*** Opening of Records for this task ***

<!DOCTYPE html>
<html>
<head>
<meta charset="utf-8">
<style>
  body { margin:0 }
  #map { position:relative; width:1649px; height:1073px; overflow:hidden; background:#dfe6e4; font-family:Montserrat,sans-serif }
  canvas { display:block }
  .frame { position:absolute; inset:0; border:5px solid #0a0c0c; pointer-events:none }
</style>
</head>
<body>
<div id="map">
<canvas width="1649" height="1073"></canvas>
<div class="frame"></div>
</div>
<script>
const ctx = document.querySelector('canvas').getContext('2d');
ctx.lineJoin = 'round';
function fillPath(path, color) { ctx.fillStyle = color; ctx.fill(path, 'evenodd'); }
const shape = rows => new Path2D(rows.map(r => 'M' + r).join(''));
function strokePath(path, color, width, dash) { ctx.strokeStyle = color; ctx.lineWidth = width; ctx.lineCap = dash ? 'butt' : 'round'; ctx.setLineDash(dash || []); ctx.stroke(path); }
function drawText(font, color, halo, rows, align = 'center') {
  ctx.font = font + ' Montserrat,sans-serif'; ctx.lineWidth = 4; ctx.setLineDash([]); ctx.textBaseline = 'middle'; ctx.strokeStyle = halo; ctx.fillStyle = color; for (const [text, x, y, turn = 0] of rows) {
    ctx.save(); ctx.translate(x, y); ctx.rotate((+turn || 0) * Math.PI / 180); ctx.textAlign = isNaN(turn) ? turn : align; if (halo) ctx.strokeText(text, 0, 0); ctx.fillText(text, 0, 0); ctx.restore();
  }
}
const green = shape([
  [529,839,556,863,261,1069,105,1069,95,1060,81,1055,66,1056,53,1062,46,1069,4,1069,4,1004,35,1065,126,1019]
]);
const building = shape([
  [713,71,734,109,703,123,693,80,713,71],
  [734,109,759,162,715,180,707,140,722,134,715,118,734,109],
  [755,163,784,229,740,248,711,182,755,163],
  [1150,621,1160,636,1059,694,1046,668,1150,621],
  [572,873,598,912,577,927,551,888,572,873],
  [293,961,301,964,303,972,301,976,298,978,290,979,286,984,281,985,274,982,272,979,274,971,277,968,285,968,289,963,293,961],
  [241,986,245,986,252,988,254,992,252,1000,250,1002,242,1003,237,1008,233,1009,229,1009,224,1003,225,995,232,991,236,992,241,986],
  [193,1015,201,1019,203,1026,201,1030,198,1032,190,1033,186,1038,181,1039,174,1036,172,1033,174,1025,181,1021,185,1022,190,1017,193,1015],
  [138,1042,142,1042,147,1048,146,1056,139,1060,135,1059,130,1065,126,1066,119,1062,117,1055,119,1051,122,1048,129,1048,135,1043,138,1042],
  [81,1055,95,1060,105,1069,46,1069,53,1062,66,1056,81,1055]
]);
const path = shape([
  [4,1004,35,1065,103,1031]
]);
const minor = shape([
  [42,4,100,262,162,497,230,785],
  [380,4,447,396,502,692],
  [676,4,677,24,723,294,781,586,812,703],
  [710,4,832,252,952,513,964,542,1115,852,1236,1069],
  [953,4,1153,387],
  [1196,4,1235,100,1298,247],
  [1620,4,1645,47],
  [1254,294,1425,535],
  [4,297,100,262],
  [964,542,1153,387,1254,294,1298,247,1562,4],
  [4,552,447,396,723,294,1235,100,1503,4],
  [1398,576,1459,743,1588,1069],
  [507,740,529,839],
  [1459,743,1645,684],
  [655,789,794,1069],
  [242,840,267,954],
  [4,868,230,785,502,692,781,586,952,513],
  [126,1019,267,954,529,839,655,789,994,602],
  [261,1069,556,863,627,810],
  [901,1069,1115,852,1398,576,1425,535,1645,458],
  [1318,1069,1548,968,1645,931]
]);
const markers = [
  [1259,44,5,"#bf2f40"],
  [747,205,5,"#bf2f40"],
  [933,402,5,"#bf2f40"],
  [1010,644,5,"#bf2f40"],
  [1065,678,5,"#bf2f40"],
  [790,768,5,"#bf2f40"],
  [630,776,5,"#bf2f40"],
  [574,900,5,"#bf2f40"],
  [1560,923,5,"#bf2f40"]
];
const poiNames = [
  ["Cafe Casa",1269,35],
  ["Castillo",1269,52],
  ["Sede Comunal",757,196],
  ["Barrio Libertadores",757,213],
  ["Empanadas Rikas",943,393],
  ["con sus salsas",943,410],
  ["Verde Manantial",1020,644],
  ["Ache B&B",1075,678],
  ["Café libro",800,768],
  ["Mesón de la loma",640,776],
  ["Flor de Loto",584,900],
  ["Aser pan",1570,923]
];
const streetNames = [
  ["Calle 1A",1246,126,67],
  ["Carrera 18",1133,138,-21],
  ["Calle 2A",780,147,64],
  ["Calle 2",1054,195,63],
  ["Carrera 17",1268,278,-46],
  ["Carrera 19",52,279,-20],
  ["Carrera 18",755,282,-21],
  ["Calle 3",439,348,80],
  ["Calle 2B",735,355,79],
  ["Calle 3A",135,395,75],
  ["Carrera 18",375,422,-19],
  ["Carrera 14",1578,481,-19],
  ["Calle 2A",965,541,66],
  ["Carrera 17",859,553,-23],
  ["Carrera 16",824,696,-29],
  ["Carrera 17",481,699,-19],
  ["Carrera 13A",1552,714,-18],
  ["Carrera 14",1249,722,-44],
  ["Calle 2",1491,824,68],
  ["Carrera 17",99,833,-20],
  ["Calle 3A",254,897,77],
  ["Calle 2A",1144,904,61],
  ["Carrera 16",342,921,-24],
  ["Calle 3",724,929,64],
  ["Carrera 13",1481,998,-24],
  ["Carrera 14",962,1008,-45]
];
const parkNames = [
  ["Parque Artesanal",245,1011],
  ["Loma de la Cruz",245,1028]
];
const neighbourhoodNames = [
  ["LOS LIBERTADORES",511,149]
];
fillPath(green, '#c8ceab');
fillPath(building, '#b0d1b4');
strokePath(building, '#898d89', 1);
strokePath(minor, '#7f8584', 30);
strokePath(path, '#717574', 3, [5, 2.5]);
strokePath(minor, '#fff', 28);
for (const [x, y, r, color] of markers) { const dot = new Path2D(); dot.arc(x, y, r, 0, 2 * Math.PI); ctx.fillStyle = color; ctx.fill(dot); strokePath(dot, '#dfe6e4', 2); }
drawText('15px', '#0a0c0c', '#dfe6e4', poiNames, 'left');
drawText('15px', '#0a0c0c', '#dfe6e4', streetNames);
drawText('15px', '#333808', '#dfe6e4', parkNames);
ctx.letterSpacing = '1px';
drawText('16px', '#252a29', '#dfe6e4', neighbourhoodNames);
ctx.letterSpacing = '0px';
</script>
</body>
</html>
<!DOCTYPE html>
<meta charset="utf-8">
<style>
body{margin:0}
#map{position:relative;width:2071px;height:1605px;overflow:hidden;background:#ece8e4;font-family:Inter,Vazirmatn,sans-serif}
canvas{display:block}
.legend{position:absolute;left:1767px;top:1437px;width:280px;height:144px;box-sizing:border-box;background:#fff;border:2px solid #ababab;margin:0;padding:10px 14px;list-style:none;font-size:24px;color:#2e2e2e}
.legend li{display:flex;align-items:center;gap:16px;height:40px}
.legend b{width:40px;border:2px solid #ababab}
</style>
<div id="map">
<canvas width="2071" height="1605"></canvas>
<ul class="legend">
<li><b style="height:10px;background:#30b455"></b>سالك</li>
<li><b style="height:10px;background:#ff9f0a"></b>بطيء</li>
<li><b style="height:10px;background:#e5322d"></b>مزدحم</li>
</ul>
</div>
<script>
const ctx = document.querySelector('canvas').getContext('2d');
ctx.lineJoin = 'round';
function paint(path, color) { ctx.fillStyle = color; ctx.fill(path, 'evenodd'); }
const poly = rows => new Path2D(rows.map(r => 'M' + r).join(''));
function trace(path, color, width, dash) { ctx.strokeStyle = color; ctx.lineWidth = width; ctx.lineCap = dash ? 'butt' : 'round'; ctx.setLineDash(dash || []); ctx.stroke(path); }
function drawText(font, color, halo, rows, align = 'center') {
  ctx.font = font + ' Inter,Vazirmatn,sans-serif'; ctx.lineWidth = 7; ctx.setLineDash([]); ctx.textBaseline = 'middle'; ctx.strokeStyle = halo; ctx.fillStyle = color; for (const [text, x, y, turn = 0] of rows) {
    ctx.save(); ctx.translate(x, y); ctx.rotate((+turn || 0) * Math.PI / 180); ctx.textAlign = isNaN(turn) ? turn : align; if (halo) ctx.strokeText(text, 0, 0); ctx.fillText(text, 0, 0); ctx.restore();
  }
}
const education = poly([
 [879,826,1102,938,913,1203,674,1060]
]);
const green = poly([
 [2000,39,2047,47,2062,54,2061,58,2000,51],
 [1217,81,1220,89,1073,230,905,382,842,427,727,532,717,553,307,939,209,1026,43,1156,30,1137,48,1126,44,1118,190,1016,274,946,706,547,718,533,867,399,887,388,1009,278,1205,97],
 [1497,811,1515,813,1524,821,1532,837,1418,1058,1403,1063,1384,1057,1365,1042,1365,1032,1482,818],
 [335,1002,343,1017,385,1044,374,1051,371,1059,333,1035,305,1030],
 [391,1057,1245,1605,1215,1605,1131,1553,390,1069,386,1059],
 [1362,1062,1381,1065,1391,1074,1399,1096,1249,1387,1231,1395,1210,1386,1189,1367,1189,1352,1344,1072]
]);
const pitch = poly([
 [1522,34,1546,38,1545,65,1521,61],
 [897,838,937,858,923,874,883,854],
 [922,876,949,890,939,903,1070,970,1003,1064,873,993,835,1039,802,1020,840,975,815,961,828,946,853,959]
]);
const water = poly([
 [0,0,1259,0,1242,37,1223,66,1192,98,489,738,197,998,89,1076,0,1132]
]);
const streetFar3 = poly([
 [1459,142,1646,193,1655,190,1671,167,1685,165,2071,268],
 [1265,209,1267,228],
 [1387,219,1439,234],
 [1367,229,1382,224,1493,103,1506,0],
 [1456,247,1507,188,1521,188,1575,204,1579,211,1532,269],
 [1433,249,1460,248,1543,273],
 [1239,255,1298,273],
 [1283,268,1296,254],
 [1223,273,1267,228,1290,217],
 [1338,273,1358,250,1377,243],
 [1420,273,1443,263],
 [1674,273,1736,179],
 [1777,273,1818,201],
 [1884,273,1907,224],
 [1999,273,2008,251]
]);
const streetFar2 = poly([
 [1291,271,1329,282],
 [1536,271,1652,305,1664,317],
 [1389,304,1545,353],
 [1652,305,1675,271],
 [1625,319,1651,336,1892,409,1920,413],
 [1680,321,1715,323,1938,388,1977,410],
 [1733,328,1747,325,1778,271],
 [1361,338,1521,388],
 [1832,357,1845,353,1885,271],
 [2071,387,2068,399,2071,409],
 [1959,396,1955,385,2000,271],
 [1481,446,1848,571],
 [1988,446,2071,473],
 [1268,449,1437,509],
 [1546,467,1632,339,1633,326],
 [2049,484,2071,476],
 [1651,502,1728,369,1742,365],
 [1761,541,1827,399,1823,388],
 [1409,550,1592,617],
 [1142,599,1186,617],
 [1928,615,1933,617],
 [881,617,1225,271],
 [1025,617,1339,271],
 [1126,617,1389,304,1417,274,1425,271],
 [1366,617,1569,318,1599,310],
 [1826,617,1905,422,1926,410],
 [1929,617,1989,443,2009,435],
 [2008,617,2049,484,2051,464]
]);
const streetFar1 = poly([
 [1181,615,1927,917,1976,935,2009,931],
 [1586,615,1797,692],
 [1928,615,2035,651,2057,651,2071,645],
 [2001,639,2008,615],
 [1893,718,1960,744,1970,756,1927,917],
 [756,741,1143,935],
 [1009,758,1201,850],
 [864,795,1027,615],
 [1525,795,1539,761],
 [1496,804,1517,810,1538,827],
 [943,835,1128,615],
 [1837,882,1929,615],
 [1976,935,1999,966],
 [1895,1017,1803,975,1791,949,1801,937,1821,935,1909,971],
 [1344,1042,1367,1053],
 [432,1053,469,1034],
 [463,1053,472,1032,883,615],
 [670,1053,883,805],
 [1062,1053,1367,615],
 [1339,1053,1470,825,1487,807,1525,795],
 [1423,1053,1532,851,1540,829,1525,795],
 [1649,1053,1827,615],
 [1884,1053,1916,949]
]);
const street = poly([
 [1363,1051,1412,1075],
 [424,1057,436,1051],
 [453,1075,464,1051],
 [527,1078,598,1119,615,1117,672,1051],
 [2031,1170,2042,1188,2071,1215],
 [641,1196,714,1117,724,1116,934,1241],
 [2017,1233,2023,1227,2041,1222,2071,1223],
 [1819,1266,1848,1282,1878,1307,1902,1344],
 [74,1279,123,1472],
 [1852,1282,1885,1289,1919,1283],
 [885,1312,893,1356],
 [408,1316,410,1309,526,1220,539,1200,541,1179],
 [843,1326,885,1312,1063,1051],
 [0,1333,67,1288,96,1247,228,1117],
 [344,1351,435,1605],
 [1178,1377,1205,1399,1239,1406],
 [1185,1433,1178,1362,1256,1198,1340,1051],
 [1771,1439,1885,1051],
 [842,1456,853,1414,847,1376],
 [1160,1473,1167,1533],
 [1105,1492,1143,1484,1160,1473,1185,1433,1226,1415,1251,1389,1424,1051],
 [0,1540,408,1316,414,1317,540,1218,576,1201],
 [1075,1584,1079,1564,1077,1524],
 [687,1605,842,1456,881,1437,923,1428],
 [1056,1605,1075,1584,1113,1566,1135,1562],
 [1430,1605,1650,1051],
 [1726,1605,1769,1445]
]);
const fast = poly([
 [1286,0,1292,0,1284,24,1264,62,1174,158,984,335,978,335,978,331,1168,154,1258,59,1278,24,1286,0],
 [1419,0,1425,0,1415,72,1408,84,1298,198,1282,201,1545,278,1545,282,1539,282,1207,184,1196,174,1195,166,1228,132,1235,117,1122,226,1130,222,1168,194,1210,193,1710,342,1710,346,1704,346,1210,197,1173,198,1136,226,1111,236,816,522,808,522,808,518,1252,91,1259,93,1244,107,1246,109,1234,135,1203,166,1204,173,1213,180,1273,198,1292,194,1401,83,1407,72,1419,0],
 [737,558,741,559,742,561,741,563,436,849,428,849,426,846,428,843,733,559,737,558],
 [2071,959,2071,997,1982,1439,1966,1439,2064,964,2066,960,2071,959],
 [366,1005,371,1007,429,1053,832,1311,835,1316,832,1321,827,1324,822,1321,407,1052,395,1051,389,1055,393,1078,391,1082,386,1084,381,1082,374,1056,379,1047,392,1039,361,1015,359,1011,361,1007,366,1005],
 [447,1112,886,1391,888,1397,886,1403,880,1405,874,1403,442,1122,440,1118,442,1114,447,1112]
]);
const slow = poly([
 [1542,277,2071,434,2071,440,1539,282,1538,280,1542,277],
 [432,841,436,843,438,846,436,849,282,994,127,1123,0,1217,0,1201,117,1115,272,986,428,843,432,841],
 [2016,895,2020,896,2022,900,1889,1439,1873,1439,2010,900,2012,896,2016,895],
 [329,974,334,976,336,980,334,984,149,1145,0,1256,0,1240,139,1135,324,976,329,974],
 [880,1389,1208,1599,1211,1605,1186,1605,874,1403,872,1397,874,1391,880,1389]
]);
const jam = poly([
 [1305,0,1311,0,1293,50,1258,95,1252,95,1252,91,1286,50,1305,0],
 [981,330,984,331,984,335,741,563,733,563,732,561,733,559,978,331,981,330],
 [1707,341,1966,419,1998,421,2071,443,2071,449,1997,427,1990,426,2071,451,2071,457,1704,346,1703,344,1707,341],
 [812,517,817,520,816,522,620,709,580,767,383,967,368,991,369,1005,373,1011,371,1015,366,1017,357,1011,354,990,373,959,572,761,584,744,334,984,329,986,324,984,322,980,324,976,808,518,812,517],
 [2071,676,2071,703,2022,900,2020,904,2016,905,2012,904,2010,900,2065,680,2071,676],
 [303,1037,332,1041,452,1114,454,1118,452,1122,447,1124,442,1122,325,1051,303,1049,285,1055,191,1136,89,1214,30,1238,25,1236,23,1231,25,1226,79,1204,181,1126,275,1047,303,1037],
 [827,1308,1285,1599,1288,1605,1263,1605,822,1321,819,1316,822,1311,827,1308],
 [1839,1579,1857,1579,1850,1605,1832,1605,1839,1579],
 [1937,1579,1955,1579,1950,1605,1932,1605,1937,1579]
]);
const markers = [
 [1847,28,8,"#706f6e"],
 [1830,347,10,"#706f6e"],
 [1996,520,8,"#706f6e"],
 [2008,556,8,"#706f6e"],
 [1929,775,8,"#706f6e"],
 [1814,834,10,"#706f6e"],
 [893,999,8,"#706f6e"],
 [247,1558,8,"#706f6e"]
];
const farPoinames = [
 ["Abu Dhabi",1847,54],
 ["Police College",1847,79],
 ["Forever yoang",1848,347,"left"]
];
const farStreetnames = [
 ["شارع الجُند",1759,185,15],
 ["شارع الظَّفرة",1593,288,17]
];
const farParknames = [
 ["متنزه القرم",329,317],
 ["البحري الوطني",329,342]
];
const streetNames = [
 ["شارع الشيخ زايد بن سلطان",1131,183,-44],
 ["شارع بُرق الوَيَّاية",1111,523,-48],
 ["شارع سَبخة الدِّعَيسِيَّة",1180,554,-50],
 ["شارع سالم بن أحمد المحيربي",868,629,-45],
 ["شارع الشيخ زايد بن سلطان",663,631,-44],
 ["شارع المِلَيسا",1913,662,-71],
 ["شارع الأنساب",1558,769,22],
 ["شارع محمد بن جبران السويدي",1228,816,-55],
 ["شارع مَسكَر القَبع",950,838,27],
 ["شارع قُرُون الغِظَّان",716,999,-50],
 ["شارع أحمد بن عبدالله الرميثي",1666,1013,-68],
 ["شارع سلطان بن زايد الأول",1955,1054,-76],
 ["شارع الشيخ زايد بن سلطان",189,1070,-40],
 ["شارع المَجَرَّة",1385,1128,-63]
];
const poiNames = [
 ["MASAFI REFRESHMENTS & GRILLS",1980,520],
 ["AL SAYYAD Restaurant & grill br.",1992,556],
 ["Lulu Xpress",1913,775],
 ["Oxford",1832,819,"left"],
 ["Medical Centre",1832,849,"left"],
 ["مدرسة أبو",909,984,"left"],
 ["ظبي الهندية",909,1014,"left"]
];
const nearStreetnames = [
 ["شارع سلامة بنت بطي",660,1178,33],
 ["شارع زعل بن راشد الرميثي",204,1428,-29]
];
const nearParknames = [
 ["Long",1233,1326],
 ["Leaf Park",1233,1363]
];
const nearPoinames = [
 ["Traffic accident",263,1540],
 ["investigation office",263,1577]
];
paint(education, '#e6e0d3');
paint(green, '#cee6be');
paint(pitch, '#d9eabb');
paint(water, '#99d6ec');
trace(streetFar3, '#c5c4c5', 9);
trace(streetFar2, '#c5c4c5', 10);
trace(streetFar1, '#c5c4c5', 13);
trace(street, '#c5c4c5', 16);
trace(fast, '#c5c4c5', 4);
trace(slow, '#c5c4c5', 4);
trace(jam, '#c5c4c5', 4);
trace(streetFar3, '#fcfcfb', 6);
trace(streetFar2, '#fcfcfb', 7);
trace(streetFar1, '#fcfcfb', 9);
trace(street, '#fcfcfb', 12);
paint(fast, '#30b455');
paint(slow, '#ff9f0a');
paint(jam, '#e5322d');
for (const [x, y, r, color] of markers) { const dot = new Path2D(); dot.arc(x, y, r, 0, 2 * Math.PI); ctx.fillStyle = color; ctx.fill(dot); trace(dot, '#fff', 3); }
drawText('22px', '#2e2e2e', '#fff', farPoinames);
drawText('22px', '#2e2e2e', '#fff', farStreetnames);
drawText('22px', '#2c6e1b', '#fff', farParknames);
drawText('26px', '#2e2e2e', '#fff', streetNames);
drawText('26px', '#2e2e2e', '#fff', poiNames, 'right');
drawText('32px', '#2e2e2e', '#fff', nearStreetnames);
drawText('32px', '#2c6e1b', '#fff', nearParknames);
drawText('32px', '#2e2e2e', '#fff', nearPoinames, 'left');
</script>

*** Close of Records for this task ***

Output, from the data above, the lines from the line with "function trace(path, color, width, dash)" to the line with "[879,826,1102,938,913,1203,674,1060]" exactly as they stand, both ends included and nothing else.

function trace(path, color, width, dash) { ctx.strokeStyle = color; ctx.lineWidth = width; ctx.lineCap = dash ? 'butt' : 'round'; ctx.setLineDash(dash || []); ctx.stroke(path); }
function drawText(font, color, halo, rows, align = 'center') {
  ctx.font = font + ' Inter,Vazirmatn,sans-serif'; ctx.lineWidth = 7; ctx.setLineDash([]); ctx.textBaseline = 'middle'; ctx.strokeStyle = halo; ctx.fillStyle = color; for (const [text, x, y, turn = 0] of rows) {
    ctx.save(); ctx.translate(x, y); ctx.rotate((+turn || 0) * Math.PI / 180); ctx.textAlign = isNaN(turn) ? turn : align; if (halo) ctx.strokeText(text, 0, 0); ctx.fillText(text, 0, 0); ctx.restore();
  }
}
const education = poly([
 [879,826,1102,938,913,1203,674,1060]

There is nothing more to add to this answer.